25 Jul 06h00
Institutos erram feio. É o samba da pesquisa doida. Manipulação ou apenas incompetência? De qualquer forma, é triste, muito triste…
Cena um.
Resultado da pesquisa do Instituto Vox Populi/Band/Portal IG com 3 mil eleitores entre os dias 17 de 20 de julho: Dilma Rousseff (PT) com 41% das intenções de voto, José Serra (PSDB) com 33% e Marina Silva com 8%.
Uma liderança folgada (oito pontos) de uma candidatura (Dilma) que, a se julgar apenas pelos dados do Vox Populi/Band/IG, estaria em marcha firme rumo à vitória ainda no primeiro turno.
Isso porque, diz o Vox Populi, a diferença entre a candidatura líder e a soma de todos os outros oponentes seria de apenas um ponto percentual.
E, ao mesmo tempo, a líder estaria crescendo bem mais do que a soma dos oponentes nas pesquisas espontâneas de intenção de voto.
Cena dois.
Pesquisa feita pelo Instituto Datafolha com 10.905 eleitores entre os dias 20 e 23 de julho: José Serra (PSDB) com 37%, Dilma Rousseff (PT) com 36% e Marina Silva com 10%.

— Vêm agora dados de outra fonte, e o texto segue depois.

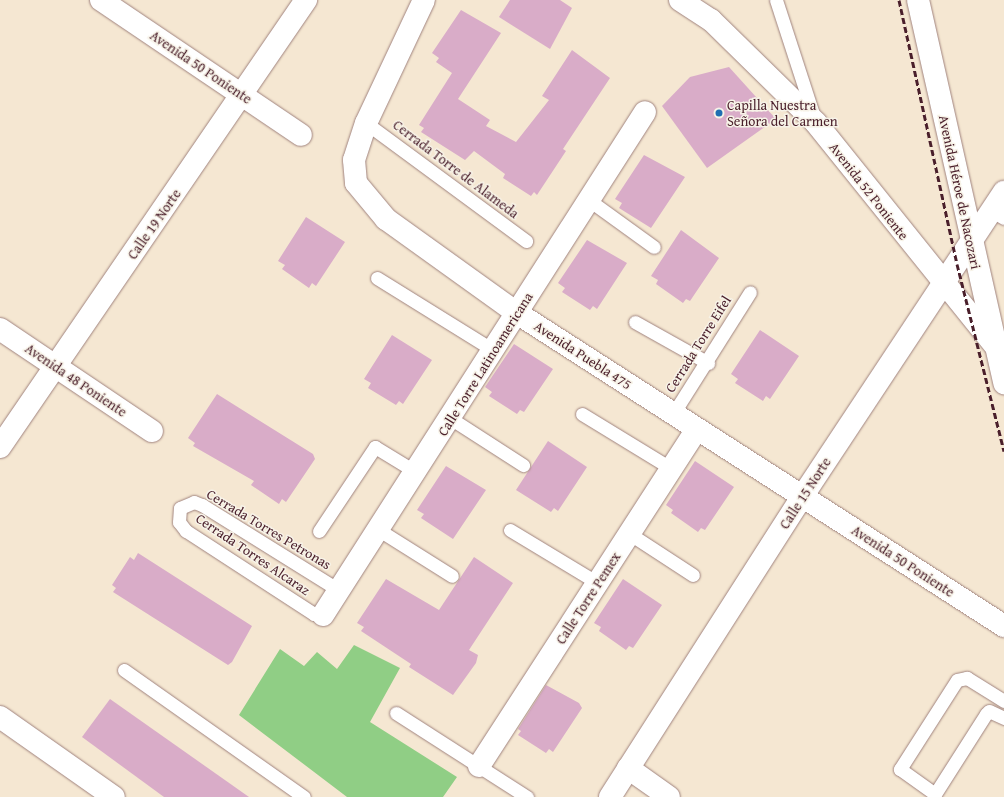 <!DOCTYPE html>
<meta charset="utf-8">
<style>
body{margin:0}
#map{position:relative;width:1004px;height:797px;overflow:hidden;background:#f5e7d2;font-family:"Gentium Book Plus",serif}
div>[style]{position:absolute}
.green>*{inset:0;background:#90ce85}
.building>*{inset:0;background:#d9acc8}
.roads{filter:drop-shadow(0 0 1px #a0837e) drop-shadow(0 0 1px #a0837e)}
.lane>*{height:13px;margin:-6.5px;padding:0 6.5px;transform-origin:6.5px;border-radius:6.5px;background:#fff}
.street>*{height:22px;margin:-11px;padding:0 11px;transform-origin:11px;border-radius:11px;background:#fff}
.rail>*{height:3px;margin-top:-1.5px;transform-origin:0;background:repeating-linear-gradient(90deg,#4a1f2b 0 6px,transparent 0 9px)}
.dots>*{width:11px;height:11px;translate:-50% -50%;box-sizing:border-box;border:2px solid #f7f3e8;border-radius:50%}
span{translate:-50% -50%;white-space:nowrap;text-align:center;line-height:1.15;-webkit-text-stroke:3px #f7f3e8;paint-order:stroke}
.street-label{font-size:14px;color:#4a1f2b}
.poi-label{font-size:14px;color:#4a1f2b}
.left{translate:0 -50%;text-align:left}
</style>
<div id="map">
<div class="green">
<div style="clip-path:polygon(354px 645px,400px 668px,370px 722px,457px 777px,443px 797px,347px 797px,239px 715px,280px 649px,304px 666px,317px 652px,337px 669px)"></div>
</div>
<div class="building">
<div style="clip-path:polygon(510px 0,560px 0,572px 8px,550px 49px,499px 17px)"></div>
<div style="clip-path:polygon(461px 10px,501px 33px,458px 99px,490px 120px,486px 126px,516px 142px,549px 100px,542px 96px,572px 50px,610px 78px,563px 149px,566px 151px,537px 195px,534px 192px,531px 196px,503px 178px,505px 174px,474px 151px,465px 160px,421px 132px,424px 128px,419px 125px,452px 73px,436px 62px,439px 58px,432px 53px)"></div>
<div style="clip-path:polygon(729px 67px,776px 119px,707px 168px,662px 106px,690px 77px)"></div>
<div style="clip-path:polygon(644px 155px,685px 177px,651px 228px,619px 208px,622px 203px,615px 199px)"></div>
<div style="clip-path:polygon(306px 217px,345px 242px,316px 286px,312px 283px,309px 288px,282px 269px,285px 265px,278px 261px)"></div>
<div style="clip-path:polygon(681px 230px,719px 258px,690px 301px,686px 299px,683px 303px,656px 284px,658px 280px,651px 276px)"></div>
<div style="clip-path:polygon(587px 240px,627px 263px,597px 309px,593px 306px,590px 310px,562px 292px,565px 288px,558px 283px)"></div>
<div style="clip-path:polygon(760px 330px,799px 356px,770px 399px,766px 396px,763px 401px,735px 383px,738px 379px,731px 374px)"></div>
<div style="clip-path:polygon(392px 335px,432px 360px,403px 404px,399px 401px,396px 405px,368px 388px,371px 383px,364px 379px)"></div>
<div style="clip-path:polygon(514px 344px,553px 369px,524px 412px,520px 410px,517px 414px,489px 396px,492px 392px,485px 387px)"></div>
<div style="clip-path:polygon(217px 394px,313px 454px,315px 459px,286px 502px,282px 499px,279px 504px,251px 485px,254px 481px,193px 446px,195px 443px,188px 438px)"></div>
<div style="clip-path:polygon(548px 441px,587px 467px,558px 511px,554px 508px,551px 512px,516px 490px)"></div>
<div style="clip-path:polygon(695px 461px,734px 487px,705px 530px,701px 528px,698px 532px,671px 513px,673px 510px,666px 505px)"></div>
<div style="clip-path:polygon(446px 466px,486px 490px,453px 539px,421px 518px,424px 514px,417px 510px)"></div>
<div style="clip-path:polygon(138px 553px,252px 626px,232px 662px,228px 665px,113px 592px,116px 588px,112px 585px,130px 557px,134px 560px)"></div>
<div style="clip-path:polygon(474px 557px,513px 583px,469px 650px,478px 655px,476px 663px,453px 695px,409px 667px,411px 664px,361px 631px,364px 627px,357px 623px,386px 579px,439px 610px)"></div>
<div style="clip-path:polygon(623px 579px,662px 605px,633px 648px,629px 646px,626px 650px,599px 631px,601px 627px,594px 623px)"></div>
<div style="clip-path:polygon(546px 685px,579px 703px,582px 708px,553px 752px,549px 749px,546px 753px,518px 735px,521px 731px,518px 729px)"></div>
<div style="clip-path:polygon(110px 699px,249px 797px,164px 797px,82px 737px)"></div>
</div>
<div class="roads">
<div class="lane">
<div style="left:776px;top:0;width:123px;rotate:72deg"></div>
<div style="left:366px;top:123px;width:199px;rotate:36.4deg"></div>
<div style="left:589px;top:200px;width:80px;rotate:35.9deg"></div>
<div style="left:992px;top:211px;width:14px;rotate:30deg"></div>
<div style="left:377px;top:278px;width:137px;rotate:31.8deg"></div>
<div style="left:635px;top:322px;width:84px;rotate:29.3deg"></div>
<div style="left:582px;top:414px;width:105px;rotate:31.4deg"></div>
<div style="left:673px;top:414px;width:144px;rotate:-57.7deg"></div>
<div style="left:450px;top:418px;width:87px;rotate:32.8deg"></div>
<div style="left:379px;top:530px;width:86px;rotate:32.2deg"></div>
<div style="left:510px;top:530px;width:103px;rotate:31.1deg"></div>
<div style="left:319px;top:531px;width:101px;rotate:-56.3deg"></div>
<div style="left:375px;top:447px;width:48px;rotate:31.4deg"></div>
<div style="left:630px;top:534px;width:75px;rotate:33.1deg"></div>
<div style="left:323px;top:615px;width:9px;rotate:-174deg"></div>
<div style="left:314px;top:614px;width:153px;rotate:-147deg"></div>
<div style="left:186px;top:531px;width:11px;rotate:-128deg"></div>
<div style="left:179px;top:522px;width:14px;rotate:-86deg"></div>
<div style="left:180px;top:508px;width:15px;rotate:-23deg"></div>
<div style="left:194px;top:502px;width:9px;rotate:21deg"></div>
<div style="left:202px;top:505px;width:163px;rotate:31.9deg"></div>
<div style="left:124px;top:670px;width:220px;rotate:35.2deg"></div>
<div style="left:1004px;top:701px;width:44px;rotate:-148.1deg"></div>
<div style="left:967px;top:678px;width:10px;rotate:169deg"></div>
<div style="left:957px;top:680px;width:106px;rotate:122.6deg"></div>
<div style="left:900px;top:769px;width:43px;rotate:35.5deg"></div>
<div style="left:935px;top:794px;width:95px;rotate:-57.5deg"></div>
<div style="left:986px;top:714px;width:4px;rotate:-45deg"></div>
<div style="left:989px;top:711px;width:17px;rotate:25deg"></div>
<div style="left:396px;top:713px;width:156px;rotate:32.7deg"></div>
</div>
<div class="street">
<div style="left:101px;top:0;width:241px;rotate:34deg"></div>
<div style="left:424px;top:0;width:136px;rotate:115.2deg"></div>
<div style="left:366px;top:123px;width:39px;rotate:108deg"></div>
<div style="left:354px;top:160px;width:23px;rotate:85deg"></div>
<div style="left:356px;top:183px;width:47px;rotate:50.2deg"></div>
<div style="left:386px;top:219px;width:161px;rotate:35.7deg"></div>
<div style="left:517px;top:313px;width:579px;rotate:32.73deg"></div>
<div style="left:680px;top:0;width:37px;rotate:33deg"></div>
<div style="left:711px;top:20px;width:147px;rotate:44.4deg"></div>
<div style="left:816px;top:123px;width:284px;rotate:51.2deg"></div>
<div style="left:918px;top:0;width:393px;rotate:77.3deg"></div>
<div style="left:0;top:329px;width:183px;rotate:33.9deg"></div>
<div style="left:0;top:447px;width:542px;rotate:-55.61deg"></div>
<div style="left:323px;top:615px;width:597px;rotate:-57.37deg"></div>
<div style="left:0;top:717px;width:139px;rotate:35.1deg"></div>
<div style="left:479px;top:766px;width:401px;rotate:-57.1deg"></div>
<div style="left:628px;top:768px;width:50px;rotate:35.3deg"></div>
<div style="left:610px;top:797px;width:356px;rotate:-57.4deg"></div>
<div style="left:802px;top:497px;width:366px;rotate:-56.5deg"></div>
</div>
</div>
<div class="rail">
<div style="left:899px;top:0;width:270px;rotate:77.6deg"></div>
<div style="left:957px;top:264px;width:193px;rotate:75.9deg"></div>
</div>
<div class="dots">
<div style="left:719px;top:113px;background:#1f6fb2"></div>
</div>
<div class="street-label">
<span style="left:201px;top:67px;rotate:34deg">Avenida 50 Poniente</span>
<span style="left:456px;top:169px;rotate:37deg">Cerrada Torre de Alameda</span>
<span style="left:869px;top:191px;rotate:52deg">Avenida 52 Poniente</span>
<span style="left:960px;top:192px;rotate:78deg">Avenida Héroe de Nacozari</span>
<span style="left:154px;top:224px;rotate:-55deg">Calle 19 Norte</span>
<span style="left:698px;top:344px;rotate:-58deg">Cerrada Torre Eifel</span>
<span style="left:583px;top:355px;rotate:33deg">Avenida Puebla 475</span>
<span style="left:485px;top:364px;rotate:-58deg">Calle Torre Latinoamericana</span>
<span style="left:76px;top:380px;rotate:34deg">Avenida 48 Poniente</span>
<span style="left:805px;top:493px;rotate:-57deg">Calle 15 Norte</span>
<span style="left:269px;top:529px;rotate:31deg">Cerrada Torres Petronas</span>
<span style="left:253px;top:554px;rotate:34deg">Cerrada Torres Alcaraz</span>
<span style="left:903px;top:561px;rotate:33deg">Avenida 50 Poniente</span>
<span style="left:588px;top:598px;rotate:-57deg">Calle Torre Pemex</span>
</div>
<div class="poi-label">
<span class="left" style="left:727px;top:113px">Capilla Nuestra<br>Señora del Carmen</span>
</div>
</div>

A se julgar apenas pelas informações fornecidas pelo Datafolha, há um empate técnico clássico e uma disputa acirradíssima entre as duas primeiras candidaturas (Serra e Dilma).
Com vantagem de um ponto percentual para um candidato (Serra) que, de acordo com o Vox Populi, está oito pontos atrás da candidatura líder (de Dilma).
Considerada a margem de erro do Vox Populi, de 1,8 ponto percentual para mais ou para menos, a melhor situação pró-Serra seria uma diferença de 39,2% a 34,8% a favor de Dilma.
A pior, de 42,8% a 31,2%, ainda a favor da candidata petista.
Por outro lado, levando em conta as margens de erro do Datafolha, de dois pontos percentuais para mais ou para menos, a melhor situação para Serra, no limite do erro a seu favor, seria uma liderança de 39% a 34% .
Uma diferença de cinco pontos percentuais a favor de um candidato que, apenas três dias antes, de acordo com a concorrência, tinha oito contra.
A pior para a candidatura tucana seria uma vitória da candidata petista por 38% contra 35% de Serra.
Lideranças folgadas de um lado.
Disputas acirrada do outro.
Alternâncias de um lado.
Candidatos que jamais passam o concorrente do outro.
Nem é preciso ouvir os argumentos de um ou outro lado para constatar o óbvio: trata-se do samba da pesquisa doida.
Há algo de muito estranho no no reino dos institutos de pesquisa.
Acho que eles deveriam sair à campo, neste final de semana, não para aplicar questionários, mas para tentar explicar porque essas coisas ocorrem.
Alguém está errando muito feio nesta campanha.
Se é por manipulação ou por incompetência, é preciso explicar, sob pena de ter o que sobrou de credibilidade reduzido a pó.
Ibope e Sensus estão vindo por aí.
O samba da pesquisa doida continuará a repicar?
De qualquer forma, é triste, muito triste.